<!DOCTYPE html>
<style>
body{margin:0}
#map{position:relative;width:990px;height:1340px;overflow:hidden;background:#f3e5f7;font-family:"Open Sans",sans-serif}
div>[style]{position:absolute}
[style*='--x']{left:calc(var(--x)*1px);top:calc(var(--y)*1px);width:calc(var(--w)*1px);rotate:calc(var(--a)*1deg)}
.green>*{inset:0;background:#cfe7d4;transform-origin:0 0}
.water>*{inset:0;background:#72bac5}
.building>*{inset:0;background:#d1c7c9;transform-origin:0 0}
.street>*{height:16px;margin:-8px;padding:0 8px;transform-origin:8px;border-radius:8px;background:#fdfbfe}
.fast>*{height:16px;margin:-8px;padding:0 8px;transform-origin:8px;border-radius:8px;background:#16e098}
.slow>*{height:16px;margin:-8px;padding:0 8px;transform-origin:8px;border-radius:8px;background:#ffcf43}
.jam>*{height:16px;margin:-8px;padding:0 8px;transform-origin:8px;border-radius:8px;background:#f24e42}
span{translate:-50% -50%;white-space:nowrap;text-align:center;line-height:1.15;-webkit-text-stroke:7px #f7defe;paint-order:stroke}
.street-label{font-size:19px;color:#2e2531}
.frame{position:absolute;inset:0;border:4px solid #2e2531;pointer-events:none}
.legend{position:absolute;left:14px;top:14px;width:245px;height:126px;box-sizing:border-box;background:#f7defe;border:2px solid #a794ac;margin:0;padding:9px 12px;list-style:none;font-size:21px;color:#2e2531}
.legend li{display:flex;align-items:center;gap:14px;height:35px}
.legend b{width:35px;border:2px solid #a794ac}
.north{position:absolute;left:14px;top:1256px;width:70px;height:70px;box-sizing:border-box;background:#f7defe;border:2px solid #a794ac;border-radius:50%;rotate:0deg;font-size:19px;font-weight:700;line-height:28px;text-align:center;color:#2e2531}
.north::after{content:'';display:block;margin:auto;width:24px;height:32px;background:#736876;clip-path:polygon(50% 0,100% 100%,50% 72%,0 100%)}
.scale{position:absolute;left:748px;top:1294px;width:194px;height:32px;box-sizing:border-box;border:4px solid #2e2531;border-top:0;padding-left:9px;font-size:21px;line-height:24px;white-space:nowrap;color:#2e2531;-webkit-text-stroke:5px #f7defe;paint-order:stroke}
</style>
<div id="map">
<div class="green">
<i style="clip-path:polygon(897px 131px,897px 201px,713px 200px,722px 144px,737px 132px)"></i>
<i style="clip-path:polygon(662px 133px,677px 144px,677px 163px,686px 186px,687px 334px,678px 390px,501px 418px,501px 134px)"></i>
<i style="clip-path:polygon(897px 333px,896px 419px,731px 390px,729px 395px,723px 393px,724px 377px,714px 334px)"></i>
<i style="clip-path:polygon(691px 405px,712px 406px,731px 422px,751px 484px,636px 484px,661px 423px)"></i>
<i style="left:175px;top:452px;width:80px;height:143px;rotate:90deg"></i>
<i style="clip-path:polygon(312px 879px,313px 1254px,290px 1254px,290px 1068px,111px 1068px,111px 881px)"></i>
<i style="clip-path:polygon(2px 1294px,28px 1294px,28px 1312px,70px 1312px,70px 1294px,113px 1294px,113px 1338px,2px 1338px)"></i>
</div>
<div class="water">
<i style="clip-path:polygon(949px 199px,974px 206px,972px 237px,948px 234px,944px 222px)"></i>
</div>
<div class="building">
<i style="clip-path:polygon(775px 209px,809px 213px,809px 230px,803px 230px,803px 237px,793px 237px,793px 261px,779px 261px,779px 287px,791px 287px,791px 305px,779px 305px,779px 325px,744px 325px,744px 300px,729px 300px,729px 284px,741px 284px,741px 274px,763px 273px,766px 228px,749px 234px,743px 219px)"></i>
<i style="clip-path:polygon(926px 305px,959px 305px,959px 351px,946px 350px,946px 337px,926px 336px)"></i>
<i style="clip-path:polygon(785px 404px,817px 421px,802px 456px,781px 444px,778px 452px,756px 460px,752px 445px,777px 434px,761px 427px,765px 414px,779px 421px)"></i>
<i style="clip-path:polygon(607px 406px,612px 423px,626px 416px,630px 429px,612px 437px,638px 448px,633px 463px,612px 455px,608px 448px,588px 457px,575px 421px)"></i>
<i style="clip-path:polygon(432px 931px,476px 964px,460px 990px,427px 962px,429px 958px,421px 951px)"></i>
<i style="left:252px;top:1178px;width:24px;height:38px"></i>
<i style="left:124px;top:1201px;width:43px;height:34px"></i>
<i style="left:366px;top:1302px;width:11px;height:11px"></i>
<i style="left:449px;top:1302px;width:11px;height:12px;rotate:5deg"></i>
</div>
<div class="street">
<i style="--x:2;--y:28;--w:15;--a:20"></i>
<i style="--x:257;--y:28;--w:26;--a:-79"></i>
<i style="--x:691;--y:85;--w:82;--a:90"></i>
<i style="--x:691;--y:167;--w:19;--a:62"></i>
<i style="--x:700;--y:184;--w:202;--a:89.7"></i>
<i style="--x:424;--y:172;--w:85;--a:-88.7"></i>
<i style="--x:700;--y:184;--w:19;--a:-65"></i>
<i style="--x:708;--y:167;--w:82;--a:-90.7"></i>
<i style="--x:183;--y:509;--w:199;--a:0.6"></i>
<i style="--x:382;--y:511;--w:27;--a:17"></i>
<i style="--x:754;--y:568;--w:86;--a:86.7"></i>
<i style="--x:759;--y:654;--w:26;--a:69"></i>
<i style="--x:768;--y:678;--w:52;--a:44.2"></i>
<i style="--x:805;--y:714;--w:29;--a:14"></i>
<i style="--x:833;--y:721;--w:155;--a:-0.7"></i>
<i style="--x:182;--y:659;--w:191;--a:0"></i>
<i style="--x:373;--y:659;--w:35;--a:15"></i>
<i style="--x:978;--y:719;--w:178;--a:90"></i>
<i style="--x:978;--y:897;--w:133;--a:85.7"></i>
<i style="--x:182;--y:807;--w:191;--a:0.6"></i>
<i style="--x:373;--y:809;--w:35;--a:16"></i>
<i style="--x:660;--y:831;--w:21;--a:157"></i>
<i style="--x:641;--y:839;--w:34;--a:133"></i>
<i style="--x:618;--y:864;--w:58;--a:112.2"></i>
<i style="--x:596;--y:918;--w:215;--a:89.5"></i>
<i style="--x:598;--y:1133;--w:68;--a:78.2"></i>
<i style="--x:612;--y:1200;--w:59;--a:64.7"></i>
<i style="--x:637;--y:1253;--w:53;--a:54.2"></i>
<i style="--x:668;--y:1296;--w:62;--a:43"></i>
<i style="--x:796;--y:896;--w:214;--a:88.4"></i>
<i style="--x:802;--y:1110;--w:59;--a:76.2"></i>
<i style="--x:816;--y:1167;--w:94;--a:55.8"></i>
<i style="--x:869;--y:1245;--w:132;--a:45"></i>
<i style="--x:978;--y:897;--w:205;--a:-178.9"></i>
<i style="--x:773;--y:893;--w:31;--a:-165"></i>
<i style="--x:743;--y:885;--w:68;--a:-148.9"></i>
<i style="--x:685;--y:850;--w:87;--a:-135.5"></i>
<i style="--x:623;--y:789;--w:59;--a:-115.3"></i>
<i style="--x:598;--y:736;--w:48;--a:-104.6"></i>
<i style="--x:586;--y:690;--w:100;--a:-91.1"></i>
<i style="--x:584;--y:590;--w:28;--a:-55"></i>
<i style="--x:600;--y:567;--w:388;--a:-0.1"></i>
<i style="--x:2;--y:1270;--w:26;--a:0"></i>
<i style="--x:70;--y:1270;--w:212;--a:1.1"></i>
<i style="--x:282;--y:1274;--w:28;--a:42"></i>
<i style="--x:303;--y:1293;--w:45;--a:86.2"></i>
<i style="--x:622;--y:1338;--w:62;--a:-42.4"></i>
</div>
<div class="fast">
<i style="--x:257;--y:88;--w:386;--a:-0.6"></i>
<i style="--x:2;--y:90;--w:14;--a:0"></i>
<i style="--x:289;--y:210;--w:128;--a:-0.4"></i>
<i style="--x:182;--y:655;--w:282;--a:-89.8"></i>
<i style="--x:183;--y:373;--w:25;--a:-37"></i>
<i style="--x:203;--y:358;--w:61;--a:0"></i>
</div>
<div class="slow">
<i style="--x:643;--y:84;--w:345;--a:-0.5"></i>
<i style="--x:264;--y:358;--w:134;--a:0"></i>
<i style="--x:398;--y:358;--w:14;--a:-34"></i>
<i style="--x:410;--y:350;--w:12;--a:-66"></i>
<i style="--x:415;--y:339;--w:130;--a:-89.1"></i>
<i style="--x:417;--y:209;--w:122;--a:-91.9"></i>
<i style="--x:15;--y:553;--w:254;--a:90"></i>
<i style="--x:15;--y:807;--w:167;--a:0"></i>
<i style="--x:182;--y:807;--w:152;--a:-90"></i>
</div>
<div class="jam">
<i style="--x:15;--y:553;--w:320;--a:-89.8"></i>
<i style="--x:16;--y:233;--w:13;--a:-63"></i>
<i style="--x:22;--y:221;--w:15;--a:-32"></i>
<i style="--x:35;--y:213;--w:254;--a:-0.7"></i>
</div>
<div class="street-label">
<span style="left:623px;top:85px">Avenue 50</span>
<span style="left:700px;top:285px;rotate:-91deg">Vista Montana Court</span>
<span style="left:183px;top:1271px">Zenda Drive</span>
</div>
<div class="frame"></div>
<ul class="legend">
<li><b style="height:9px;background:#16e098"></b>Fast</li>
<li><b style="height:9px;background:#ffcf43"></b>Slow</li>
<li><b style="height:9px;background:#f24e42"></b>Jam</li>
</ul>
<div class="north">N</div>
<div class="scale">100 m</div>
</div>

· · ·

- **Instructions for the task**
Return, from the entries, each line that holds "green".

- **Output of the exercise**
.green>*{inset:0;background:#cfe7d4;transform-origin:0 0}
<div class="green">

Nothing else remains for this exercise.